Stored items:
= Beginning of Section =
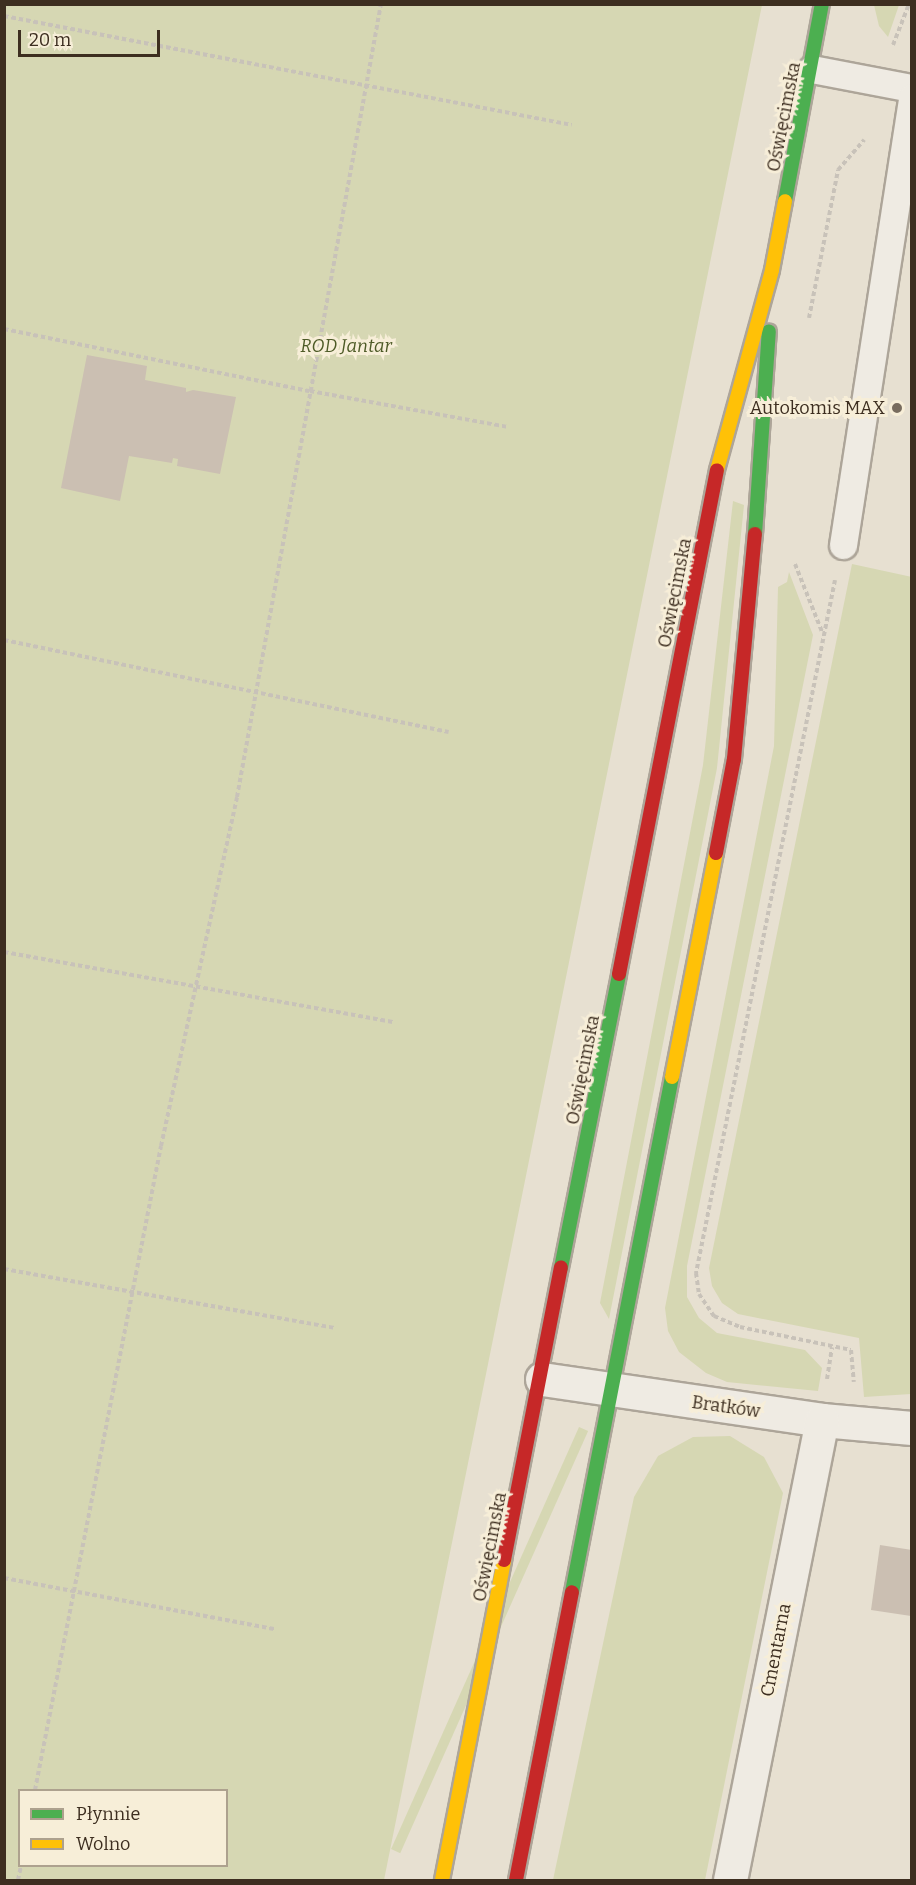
<!DOCTYPE html>
<meta charset="utf-8">
<style>
body{margin:0}
#map{position:relative;width:916px;height:1885px;overflow:hidden;background:#e7e0d1;font-family:Bitter,serif}
div>[style]{position:absolute}
[style*='--x']{left:calc(var(--x)*1px);top:calc(var(--y)*1px);width:calc(var(--w)*1px);rotate:calc(var(--a)*1deg)}
.green>*{inset:0;background:#d6d7b3;transform-origin:0 0}
.building>*{inset:0;background:#cbbfb2}
.path>*{height:4px;margin-top:-2px;transform-origin:0;background:repeating-linear-gradient(90deg,#c8c2b9 0 4.5px,transparent 0 7.5px)}
.roads{filter:drop-shadow(2px 0 #ada599) drop-shadow(-2px 0 #ada599) drop-shadow(0 2px #ada599) drop-shadow(0 -2px #ada599)}
.lane>*{height:27px;margin:-13.5px;padding:0 13.5px;transform-origin:13.5px;border-radius:13.5px;background:#efebe3}
.street>*{height:33px;margin:-16.5px;padding:0 16.5px;transform-origin:16.5px;border-radius:16.5px;background:#efebe3}
.fast>*{height:14px;margin:-7px;padding:0 7px;transform-origin:7px;border-radius:7px;background:#4caf50}
.slow>*{height:14px;margin:-7px;padding:0 7px;transform-origin:7px;border-radius:7px;background:#ffc107}
.jam>*{height:14px;margin:-7px;padding:0 7px;transform-origin:7px;border-radius:7px;background:#c62828}
.dots>*{width:16px;height:16px;translate:-50% -50%;box-sizing:border-box;border:3px solid #f7eed8;border-radius:50%}
span{translate:-50% -50%;white-space:nowrap;text-align:center;line-height:1.15;-webkit-text-stroke:6px #f7eed8;paint-order:stroke}
.street-label{font-size:18px;color:#3d2e20}
.park-label{font-size:18px;color:#4d5a26;font-style:italic}
.poi-label{font-size:18px;color:#3d2e20}
.right{translate:-100% -50%;text-align:right}
.frame{position:absolute;inset:0;border:6px solid #3d2e20;pointer-events:none}
.legend{position:absolute;left:18px;top:1789px;width:210px;height:78px;box-sizing:border-box;background:#f7eed8;border:2px solid #ada18e;margin:0;padding:8px 10px;list-style:none;font-size:18px;color:#3d2e20}
.legend li{display:flex;align-items:center;gap:12px;height:30px}
.legend b{width:30px;border:2px solid #ada18e}
.scale{position:absolute;left:18px;top:30px;width:142px;height:27px;box-sizing:border-box;border:3px solid #3d2e20;border-top:0;padding-left:8px;font-size:18px;line-height:21px;white-space:nowrap;color:#3d2e20;-webkit-text-stroke:4px #f7eed8;paint-order:stroke}
</style>
<div id="map">
<div class="green">
<div style="clip-path:polygon(evenodd,5px 5px,762px 5px,384px 1880px,5px 1880px,5px 5px,20px 1790px,226px 1790px,226px 1866px,20px 1866px,20px 1790px)"></div>
<div style="clip-path:polygon(874px 5px,899px 5px,888px 37px,879px 26px)"></div>
<div style="clip-path:polygon(733px 501px,744px 505px,717px 768px,609px 1319px,600px 1303px,703px 765px)"></div>
<div style="clip-path:polygon(852px 564px,912px 577px,911px 1394px,864px 1397px,859px 1338px,738px 1314px,722px 1303px,712px 1286px,709px 1268px)"></div>
<div style="clip-path:polygon(789px 572px,813px 635px,687px 1266px,687px 1297px,699px 1318px,717px 1333px,805px 1350px,822px 1368px,818px 1391px,727px 1382px,706px 1373px,679px 1352px,668px 1331px,665px 1308px,774px 746px,778px 587px,787px 582px)"></div>
<div style="left:579px;top:1427px;width:10px;height:462px;rotate:24deg"></div>
<div style="clip-path:polygon(730px 1436px,764px 1457px,783px 1493px,705px 1880px,553px 1880px,634px 1497px,658px 1456px,693px 1437px)"></div>
</div>
<div class="building">
<div style="clip-path:polygon(87px 355px,147px 366px,145px 380px,186px 388px,186px 392px,193px 390px,236px 397px,220px 474px,177px 466px,178px 459px,173px 458px,172px 463px,129px 456px,120px 501px,61px 488px)"></div>
<div style="clip-path:polygon(880px 1545px,912px 1550px,911px 1616px,871px 1610px)"></div>
</div>
<div class="path">
<div style="--x:4;--y:16;--w:578;--a:10.86"></div>
<div style="--x:893;--y:45;--w:44;--a:-68.7"></div>
<div style="--x:809;--y:318;--w:151;--a:-78.9"></div>
<div style="--x:838;--y:170;--w:40;--a:-49"></div>
<div style="--x:4;--y:329;--w:312;--a:11.5"></div>
<div style="--x:310;--y:391;--w:202;--a:10.3"></div>
<div style="--x:795;--y:564;--w:73;--a:68.3"></div>
<div style="--x:835;--y:580;--w:707;--a:101.34"></div>
<div style="--x:696;--y:1273;--w:21;--a:82"></div>
<div style="--x:699;--y:1294;--w:27;--a:56"></div>
<div style="--x:714;--y:1316;--w:28;--a:23"></div>
<div style="--x:740;--y:1327;--w:113;--a:11.7"></div>
<div style="--x:851;--y:1350;--w:32;--a:85"></div>
<div style="--x:4;--y:640;--w:454;--a:11.7"></div>
<div style="--x:4;--y:952;--w:395;--a:10.2"></div>
<div style="--x:4;--y:1269;--w:337;--a:10.1"></div>
<div style="--x:827;--y:1379;--w:32;--a:-81"></div>
<div style="--x:4;--y:1578;--w:276;--a:10.7"></div>
<div style="--x:35;--y:1790;--w:656;--a:-78.93"></div>
<div style="--x:161;--y:1146;--w:357;--a:-77.7"></div>
<div style="--x:237;--y:797;--w:806;--a:-79.71"></div>
<div style="--x:18;--y:1880;--w:14;--a:-78"></div>
</div>
<div class="roads">
<div class="lane">
<div style="--x:812;--y:69;--w:102;--a:10.8"></div>
<div style="--x:843;--y:545;--w:453;--a:-81.2"></div>
</div>
<div class="street">
<div style="--x:542;--y:1379;--w:283;--a:8.3"></div>
<div style="--x:822;--y:1420;--w:90;--a:5.1"></div>
<div style="--x:730;--y:1880;--w:469;--a:-78.7"></div>
</div>
<div class="fast">
<div style="--x:785;--y:201;--w:200;--a:-79.4"></div>
<div style="--x:755;--y:534;--w:203;--a:-86.1"></div>
<div style="--x:561;--y:1268;--w:300;--a:-78.8"></div>
<div style="--x:572;--y:1592;--w:525;--a:-79.01"></div>
</div>
<div class="slow">
<div style="--x:717;--y:470;--w:207;--a:-74.6"></div>
<div style="--x:772;--y:270;--w:70;--a:-79.3"></div>
<div style="--x:672;--y:1077;--w:228;--a:-78.9"></div>
<div style="--x:442;--y:1880;--w:326;--a:-79"></div>
</div>
<div class="jam">
<div style="--x:716;--y:853;--w:96;--a:-79.2"></div>
<div style="--x:734;--y:759;--w:226;--a:-84.7"></div>
<div style="--x:619;--y:974;--w:513;--a:-79"></div>
<div style="--x:504;--y:1560;--w:298;--a:-79"></div>
<div style="--x:516;--y:1880;--w:293;--a:-79"></div>
</div>
</div>
<div class="dots">
<div style="left:897px;top:408px;background:#786c5e"></div>
</div>
<div class="street-label">
<span style="left:784px;top:117px;rotate:-79deg">Oświęcimska</span>
<span style="left:675px;top:593px;rotate:-79deg">Oświęcimska</span>
<span style="left:583px;top:1070px;rotate:-79deg">Oświęcimska</span>
<span style="left:726px;top:1407px;rotate:8deg">Bratków</span>
<span style="left:490px;top:1547px;rotate:-79deg">Oświęcimska</span>
<span style="left:776px;top:1650px;rotate:-79deg">Cmentarna</span>
</div>
<div class="park-label">
<span style="left:346px;top:346px">ROD Jantar</span>
</div>
<div class="poi-label">
<span class="right" style="left:885px;top:408px">Autokomis MAX</span>
</div>
<div class="frame"></div>
<ul class="legend">
<li><b style="height:8px;background:#4caf50"></b>Płynnie</li>
<li><b style="height:8px;background:#ffc107"></b>Wolno</li>
</ul>
<div class="scale">20 m</div>
</div>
= End of Section =
The required output is a copy of each line in the records where the string "font" occurs.

**Answer space**
#map{position:relative;width:916px;height:1885px;overflow:hidden;background:#e7e0d1;font-family:Bitter,serif}
.street-label{font-size:18px;color:#3d2e20}
.park-label{font-size:18px;color:#4d5a26;font-style:italic}
.poi-label{font-size:18px;color:#3d2e20}
.legend{position:absolute;left:18px;top:1789px;width:210px;height:78px;box-sizing:border-box;background:#f7eed8;border:2px solid #ada18e;margin:0;padding:8px 10px;list-style:none;font-size:18px;color:#3d2e20}
.scale{position:absolute;left:18px;top:30px;width:142px;height:27px;box-sizing:border-box;border:3px solid #3d2e20;border-top:0;padding-left:8px;font-size:18px;line-height:21px;white-space:nowrap;color:#3d2e20;-webkit-text-stroke:4px #f7eed8;paint-order:stroke}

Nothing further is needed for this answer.